I recently purchased 10x HGST 4TB SAS hard drives (HUS724040ALS640) off of eBay a couple weeks ago and noticed that they were formatted in 520b sector sizes. I searched around and stumbled onto Daisuke’s post on the old TrueNAS forums describing how to change the sector size using either sg_format or WD’s HUGO utility.
I followed through the post’s instructions on checking for T10 protections on the drives and didn’t see any signs of protections enabled. So I initially started to use sg_format to change the sector size of one drive, but ended up running into a problem where the hard drive stalled the format at 89.99% after three days. I ended up stopping it by closing out the process and physically unplugging the drive for an hour or so and restarting sg_format. It once again ended up getting stalled at 89.99%.
I then decided that I would stop using sg_format and instead try testing HUGO (after verifying that my drive model would be compatible with the utility) on another drive since it’s a WD low level utility. I loaded up HUGO on a Windows 10 live disk and ran the format function on a drive. It seemed to be running just fine and actually quicker than sg_format, so I left it to run overnight. Unfortuantely something seems to have happened either to HUGO or Windows, as I woke up to my server fans running at a high RPM and Windows 10 sitting on a BSOD. Now when I try to initialize that drive with either HUGO or sg_format, I’m met with an error that seems to show signs that it’s bricked.

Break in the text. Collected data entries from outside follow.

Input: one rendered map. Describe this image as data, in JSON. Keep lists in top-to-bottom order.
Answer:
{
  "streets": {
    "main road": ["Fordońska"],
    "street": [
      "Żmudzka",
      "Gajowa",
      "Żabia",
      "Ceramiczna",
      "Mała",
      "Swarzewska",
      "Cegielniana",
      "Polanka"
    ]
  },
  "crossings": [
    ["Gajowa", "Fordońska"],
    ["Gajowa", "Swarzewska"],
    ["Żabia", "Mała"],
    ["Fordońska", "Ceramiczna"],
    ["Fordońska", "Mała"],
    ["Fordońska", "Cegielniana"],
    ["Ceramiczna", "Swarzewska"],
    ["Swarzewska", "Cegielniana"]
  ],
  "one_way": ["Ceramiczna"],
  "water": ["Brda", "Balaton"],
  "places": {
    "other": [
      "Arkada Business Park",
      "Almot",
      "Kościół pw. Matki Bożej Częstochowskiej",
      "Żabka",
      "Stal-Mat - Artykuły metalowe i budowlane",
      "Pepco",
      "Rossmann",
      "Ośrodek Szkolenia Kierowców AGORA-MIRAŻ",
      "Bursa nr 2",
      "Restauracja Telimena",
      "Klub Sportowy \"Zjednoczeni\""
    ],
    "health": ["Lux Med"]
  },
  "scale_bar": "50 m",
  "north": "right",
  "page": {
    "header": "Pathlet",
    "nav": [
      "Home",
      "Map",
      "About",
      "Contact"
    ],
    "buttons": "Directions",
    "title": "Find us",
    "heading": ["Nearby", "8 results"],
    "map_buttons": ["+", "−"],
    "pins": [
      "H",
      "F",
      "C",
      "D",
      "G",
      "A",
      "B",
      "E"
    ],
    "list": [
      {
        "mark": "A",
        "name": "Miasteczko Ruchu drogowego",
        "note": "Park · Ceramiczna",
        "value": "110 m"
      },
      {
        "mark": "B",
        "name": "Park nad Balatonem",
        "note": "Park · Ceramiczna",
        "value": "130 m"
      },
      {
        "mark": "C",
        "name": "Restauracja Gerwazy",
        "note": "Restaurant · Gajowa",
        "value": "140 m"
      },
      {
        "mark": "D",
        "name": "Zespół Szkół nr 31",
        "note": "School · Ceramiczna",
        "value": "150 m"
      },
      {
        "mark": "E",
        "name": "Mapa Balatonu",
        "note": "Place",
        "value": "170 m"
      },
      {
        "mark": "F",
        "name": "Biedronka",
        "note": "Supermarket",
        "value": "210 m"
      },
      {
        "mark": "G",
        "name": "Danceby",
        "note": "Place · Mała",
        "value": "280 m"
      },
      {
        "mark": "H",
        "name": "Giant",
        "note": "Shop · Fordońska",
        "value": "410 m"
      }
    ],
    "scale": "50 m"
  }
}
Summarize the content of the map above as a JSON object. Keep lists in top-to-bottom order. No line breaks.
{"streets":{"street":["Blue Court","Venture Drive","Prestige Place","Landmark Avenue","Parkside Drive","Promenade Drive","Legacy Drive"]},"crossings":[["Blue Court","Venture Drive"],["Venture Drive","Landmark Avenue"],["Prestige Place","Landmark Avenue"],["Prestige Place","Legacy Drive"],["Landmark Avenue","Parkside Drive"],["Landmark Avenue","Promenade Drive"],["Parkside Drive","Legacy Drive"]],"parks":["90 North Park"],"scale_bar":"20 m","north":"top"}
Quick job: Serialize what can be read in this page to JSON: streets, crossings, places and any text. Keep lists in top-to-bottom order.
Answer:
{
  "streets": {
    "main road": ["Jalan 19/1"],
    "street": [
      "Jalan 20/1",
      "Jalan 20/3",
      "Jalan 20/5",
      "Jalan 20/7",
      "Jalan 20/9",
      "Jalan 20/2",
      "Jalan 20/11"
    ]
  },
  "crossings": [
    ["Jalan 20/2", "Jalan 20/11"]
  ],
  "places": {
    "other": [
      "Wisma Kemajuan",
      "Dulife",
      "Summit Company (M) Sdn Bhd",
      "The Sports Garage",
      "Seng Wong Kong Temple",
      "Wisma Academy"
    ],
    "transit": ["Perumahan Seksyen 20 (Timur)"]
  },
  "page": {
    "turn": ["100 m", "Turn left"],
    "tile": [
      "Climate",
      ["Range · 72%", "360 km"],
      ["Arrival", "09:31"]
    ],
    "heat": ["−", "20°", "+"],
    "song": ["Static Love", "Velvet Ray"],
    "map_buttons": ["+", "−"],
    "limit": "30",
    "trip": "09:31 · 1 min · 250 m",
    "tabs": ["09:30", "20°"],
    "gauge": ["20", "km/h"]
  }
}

I’m sorta SOL and really nervous to try anything else on these disks as I don’t want to potentially brick anymore. Has anyone had any luck getting out of this situation?
Tech Info:
Dell Poweredge R720 w/ H710 mini on IT mode.
10x HGST 4TB Ultrastar 7K4000 Hard drives (HUS724040ALS640)
Hard drives are previously EMC branded drives
Running C250 firmware
TrueNAS Electric Eel
Please let me know if you need any copies of error messages, script outputs, anything really. I just really want to get this figured out and fixed.
Run badblocks on your drives and use tmux to do all simultaneously. This will leave you with drives that have been fully verified to be operational, and blank.
Start there. Your comments about drives not finishing has me concerned. Also what is the cooling like for tha HBA? Is it overheating?
Edit. What is the OS used when using sg_format? What is the exact command line used?
I’m away from my server for the weekend, so I’ll run the badblocks test once I’m back.
For the cooling, I believe it’s sufficient enough. It’s the mini HBA card installed default in the server and the fans only ramped up after the BSOD occurred, otherwise I never have issues with cooling.
The sg_format command I used was the one listed on Daisuke’s post
I generally use sg_format --format --ffmt=1 —size=4096 /dev/sdd
The --ffmt=1 speeds things up considerably. I can format a 24TB drive in approx 1min. It does not erase all user data but resets metadata structures so if you are simply wanting to change a 512 drive to 4096 for example then it’s much faster.
You can run this command from within TrueNAS also.
I think I would prefer to format it while running in TrueNAS, or any Linux OS Live OS. That is just me.
He said his sectors were 520 bytes so the fast format probably will not work due to the sector structure. Maybe it will work, I don’t have a drive to test this on.
I am so sorry, I mixed myself up. I ran the sg_format command through TrueNAS and HUGO through the MinWin10 setup. So the results of sg-format stalling out was through Linux.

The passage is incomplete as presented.